As part of the session “Acoustic Sensing in Planetary Environments”, Leighton describes a software he created that can distort the human voice and other sounds to the predictions of what they’d sound like on other planets, based largely on atmospheric pressure. The point of this exercise, he tells Inverse, is to inspire a sense of awe and urgency about the perplexities of sound across the Solar System.
Soon-to-fly missions like NASA’s Europa Clipper will launch with a hardy suite of science instruments. Though this potentially-habitable world has been studied several times, there’s always more to learn.
One project scientist from the Clipper mission, Don Blankenship, thinks that microphones would be a nifty tool to use down the line. The spacecraft, launching next year, is not a landing mission, and will have plenty on its plate as it performs challenging flybys amidst the most perilous radiation environment in the Solar System, found around Jupiter. But microphones could eventually be a fantastic tool.
If the team wanted to know what Europa sounded like, the microphone would have to be able to do “everything,” Blankenship tells Inverse.
“Ice has an amazing capacity to propagate sound over very long distances without much attenuation (energy decay), which means that the sound from local cracking in the near-surface could be deafening and that sound from very deep cracking (even very small ones) could be detectable at very great distances,” Blankenship says.
Ahead of Leighton’s software development, he transformed Earthly recordings into audio clips of what they’d sound like on Venus, Mars, and Saturn’s moon Titan.
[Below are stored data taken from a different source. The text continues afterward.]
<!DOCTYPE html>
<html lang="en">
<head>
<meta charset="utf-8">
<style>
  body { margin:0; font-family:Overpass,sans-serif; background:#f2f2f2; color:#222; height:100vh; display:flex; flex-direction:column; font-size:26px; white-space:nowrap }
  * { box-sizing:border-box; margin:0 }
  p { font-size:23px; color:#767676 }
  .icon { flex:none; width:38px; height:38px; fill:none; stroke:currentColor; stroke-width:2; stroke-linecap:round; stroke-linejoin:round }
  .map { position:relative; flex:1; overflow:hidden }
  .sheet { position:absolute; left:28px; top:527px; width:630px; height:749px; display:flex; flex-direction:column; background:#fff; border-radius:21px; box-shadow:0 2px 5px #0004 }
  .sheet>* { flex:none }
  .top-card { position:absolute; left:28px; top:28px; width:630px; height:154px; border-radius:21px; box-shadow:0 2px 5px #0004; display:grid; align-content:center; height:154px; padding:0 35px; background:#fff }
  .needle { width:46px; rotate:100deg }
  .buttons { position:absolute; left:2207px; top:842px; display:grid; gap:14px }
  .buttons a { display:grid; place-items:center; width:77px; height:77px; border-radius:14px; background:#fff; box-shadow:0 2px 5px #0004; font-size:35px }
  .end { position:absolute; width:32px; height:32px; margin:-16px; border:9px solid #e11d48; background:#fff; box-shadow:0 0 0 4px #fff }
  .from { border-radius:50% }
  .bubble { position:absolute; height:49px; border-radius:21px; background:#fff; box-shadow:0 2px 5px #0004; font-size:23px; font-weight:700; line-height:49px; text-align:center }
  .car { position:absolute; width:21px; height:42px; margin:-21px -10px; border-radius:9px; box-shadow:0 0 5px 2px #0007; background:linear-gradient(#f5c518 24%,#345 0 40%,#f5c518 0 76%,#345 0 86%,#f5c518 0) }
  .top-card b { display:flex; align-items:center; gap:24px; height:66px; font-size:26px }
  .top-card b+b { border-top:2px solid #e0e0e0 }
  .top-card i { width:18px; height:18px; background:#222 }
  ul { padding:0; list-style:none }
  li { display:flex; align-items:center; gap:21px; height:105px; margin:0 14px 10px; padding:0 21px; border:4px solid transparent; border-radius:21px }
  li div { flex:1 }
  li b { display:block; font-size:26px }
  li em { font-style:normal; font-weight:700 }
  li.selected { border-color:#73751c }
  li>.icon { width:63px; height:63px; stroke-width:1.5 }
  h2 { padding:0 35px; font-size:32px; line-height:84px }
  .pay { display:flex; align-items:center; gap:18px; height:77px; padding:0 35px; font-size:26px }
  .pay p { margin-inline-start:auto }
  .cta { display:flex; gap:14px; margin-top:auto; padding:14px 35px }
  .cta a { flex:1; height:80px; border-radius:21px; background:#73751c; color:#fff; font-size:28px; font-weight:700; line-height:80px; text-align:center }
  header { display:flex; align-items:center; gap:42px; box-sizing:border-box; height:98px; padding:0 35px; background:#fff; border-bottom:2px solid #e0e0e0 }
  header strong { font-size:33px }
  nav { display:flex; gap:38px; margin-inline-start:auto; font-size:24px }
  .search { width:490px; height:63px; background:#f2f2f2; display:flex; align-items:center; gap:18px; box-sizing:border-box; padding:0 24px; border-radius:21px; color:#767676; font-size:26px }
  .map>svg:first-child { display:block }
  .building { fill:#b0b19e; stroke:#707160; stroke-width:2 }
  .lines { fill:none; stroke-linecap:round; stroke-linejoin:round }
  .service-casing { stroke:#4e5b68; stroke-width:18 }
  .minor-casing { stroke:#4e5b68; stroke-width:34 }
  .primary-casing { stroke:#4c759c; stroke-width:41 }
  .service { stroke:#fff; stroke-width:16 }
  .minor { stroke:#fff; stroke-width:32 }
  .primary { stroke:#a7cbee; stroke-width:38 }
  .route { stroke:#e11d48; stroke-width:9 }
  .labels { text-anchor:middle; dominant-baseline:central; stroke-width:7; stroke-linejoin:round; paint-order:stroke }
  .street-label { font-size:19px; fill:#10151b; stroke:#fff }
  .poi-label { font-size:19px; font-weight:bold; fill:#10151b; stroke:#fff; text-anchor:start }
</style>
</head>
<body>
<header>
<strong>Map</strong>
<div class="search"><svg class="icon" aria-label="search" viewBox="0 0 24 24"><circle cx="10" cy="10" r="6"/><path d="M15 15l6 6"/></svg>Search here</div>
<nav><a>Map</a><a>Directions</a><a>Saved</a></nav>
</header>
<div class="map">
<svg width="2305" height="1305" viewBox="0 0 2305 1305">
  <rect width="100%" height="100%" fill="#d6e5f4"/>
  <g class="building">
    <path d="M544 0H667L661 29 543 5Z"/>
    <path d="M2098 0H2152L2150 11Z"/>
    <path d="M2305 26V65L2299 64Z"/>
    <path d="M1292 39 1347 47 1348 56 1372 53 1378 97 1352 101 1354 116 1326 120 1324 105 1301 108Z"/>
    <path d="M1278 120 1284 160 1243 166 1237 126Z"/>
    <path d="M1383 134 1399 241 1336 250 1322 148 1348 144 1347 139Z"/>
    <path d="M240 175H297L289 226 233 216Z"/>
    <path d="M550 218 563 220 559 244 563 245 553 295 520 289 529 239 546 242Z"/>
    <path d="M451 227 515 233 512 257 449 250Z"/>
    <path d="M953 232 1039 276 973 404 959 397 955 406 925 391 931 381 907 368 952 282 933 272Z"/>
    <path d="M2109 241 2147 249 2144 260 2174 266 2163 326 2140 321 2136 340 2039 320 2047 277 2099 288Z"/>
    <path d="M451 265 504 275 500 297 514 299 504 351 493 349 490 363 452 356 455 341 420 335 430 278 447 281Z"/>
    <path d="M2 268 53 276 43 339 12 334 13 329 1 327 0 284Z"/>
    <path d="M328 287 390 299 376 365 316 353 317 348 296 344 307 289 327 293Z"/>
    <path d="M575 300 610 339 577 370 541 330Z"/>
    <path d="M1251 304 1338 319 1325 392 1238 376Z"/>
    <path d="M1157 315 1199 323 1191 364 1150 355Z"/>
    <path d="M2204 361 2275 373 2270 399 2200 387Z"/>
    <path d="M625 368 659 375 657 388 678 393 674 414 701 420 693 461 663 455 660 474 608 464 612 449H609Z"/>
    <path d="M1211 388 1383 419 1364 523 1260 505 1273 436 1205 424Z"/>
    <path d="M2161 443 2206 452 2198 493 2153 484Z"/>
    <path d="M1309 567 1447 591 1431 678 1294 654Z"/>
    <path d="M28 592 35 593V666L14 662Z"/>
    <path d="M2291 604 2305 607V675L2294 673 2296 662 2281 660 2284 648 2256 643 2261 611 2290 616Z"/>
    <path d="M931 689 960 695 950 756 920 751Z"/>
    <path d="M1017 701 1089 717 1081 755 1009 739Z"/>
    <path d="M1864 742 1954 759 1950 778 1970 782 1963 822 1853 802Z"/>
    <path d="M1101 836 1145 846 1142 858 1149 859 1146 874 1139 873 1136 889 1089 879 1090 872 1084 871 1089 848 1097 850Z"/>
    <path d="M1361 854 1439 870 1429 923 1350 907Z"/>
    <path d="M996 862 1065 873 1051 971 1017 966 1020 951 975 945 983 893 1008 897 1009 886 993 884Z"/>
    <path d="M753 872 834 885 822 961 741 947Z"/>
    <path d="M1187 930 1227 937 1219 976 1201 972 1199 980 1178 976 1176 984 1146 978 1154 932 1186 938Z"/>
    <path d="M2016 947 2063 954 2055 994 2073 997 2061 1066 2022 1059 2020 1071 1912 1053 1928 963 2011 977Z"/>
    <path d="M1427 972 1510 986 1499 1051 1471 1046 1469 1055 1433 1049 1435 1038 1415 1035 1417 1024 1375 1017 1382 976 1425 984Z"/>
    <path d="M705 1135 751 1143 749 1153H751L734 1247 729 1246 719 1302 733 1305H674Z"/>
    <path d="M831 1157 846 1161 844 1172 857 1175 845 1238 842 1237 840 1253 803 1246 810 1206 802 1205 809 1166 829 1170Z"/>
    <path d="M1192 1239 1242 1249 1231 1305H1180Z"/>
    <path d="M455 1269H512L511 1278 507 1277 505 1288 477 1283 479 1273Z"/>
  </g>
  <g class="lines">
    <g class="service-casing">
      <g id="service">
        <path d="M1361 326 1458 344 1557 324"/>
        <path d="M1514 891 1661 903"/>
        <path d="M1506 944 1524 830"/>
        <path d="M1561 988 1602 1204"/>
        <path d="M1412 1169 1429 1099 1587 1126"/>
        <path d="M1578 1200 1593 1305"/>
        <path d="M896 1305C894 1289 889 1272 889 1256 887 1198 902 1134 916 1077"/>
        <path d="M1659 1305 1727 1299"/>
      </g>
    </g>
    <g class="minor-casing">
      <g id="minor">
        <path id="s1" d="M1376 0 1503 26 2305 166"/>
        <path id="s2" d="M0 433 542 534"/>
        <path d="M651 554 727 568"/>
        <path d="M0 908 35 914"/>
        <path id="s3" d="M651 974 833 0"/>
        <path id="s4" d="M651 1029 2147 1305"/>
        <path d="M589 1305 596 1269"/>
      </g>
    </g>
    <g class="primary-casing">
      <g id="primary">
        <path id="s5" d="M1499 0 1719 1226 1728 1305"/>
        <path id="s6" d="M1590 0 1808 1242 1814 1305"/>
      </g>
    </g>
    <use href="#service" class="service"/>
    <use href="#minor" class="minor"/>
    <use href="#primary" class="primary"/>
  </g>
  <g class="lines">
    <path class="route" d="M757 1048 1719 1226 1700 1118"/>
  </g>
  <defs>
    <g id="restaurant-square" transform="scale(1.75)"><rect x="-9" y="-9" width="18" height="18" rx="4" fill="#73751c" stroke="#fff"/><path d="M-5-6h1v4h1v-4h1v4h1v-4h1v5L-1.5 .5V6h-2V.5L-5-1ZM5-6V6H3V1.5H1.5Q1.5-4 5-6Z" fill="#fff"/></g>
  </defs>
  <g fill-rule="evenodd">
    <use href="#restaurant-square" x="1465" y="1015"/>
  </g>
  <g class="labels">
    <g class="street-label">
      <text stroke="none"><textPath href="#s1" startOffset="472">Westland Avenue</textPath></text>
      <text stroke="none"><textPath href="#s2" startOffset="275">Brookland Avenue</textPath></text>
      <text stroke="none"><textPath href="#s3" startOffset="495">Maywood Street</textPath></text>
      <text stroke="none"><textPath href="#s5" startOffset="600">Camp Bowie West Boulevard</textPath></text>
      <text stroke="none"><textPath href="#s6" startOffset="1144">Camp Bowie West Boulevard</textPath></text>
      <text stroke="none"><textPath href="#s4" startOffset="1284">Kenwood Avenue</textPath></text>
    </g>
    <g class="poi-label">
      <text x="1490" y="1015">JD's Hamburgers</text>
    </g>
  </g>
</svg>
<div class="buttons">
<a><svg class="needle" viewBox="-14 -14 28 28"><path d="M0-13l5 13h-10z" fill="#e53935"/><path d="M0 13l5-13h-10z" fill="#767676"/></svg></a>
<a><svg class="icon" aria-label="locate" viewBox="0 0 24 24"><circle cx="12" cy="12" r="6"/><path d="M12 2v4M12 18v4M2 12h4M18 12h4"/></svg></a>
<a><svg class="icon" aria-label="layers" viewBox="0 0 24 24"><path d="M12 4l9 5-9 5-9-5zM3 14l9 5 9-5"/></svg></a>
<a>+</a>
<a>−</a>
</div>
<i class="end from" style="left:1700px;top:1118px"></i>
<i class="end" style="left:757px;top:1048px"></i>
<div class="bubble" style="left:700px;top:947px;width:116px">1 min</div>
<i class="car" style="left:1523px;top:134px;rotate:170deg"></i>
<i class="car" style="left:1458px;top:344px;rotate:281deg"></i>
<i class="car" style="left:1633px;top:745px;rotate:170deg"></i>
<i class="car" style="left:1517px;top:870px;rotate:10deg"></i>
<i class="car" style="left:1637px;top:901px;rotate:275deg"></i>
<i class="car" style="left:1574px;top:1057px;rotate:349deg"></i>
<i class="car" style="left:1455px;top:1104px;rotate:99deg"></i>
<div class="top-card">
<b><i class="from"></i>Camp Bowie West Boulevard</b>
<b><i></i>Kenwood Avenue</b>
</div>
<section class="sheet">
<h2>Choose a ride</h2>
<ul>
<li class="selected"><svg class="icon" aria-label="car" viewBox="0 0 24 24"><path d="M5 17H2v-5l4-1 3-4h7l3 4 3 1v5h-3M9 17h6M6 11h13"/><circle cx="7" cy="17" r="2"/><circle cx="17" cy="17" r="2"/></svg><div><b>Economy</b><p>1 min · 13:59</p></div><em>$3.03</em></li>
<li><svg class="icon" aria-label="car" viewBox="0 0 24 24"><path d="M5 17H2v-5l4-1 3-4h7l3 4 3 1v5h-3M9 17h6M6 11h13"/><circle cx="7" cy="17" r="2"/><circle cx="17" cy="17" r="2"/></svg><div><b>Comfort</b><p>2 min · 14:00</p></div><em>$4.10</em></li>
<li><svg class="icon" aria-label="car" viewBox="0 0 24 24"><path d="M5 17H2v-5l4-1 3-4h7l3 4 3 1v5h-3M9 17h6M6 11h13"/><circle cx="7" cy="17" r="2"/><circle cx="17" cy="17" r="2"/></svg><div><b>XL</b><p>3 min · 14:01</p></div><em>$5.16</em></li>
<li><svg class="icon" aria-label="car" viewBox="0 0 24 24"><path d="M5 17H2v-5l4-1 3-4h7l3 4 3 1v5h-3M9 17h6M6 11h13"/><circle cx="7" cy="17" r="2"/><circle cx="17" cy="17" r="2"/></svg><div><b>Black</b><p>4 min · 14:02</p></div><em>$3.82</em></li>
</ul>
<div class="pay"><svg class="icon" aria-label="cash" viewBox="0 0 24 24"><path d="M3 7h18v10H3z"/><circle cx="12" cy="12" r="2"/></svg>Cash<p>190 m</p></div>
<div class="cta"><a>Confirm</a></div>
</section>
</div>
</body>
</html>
Titan is the most distant object ever visited by NASA. In 2005, the European Huygens landed on the surface of the frigid world, and it recorded about three hours of observations during descent and after touchdown. “If [Huygens] had had its back to a babbling brook, a microphone might have perhaps heard that,” Leighton says.
The warped audios that Leighton created account for how the alien environments would change the physics encountered by the sound’s producer — in each case, reality is suspended and it’s assumed that the vocal cords and the musical instruments are indestructible where they are.
On Venus, for example, Leighton says that vocal cords would have to work against the planet’s thick atmosphere. This would bring the pitch down, and even a child’s voice sounds quite bass.
Leighton’s goal is twofold, he says. First, he’d like to inspire the imagination. After all, sound can elicit a very personal feeling connecting us deeply to our surroundings. Second, he’d like to showcase the value of knowing how to interpret sound recordings from other worlds to account for local distortions that would signal one reality if they were coming from Earth, but which arise from another set of conditions someplace else. Ultimately, sound is an interpretation.
Take for instance, being underwater. Leighton says that if a swimmer is under the water’s surface in a pool, and someone is speaking on land, most of the sound would bounce off the liquid surface. This is a similar phenomenon that scientists encountered with NASA’s InSight mission when they’d try to listen to quakes below Mars’ surface, and would notice seismic waves that bounced off the surface of the Red Planet’s liquid core.
But if the person splashes into the pool, the swimmer already below the water’s surface may not just hear it with their ears, but with their bodies, too, Leighton says.
Back to the babbling brook of methane and ethane that Leighton envisioned on Titan when Huygens probe landed. In addition to our visceral reactions to that alien sound, such an audio file would also carry a lot of useful information. Bubbles in a stream of water are created when the water encounters different-sized rocks, Leighton says, and when each bubble bursts, “it sings one note.”
Maybe someday we’ll put our ears to the Universe in new creative ways.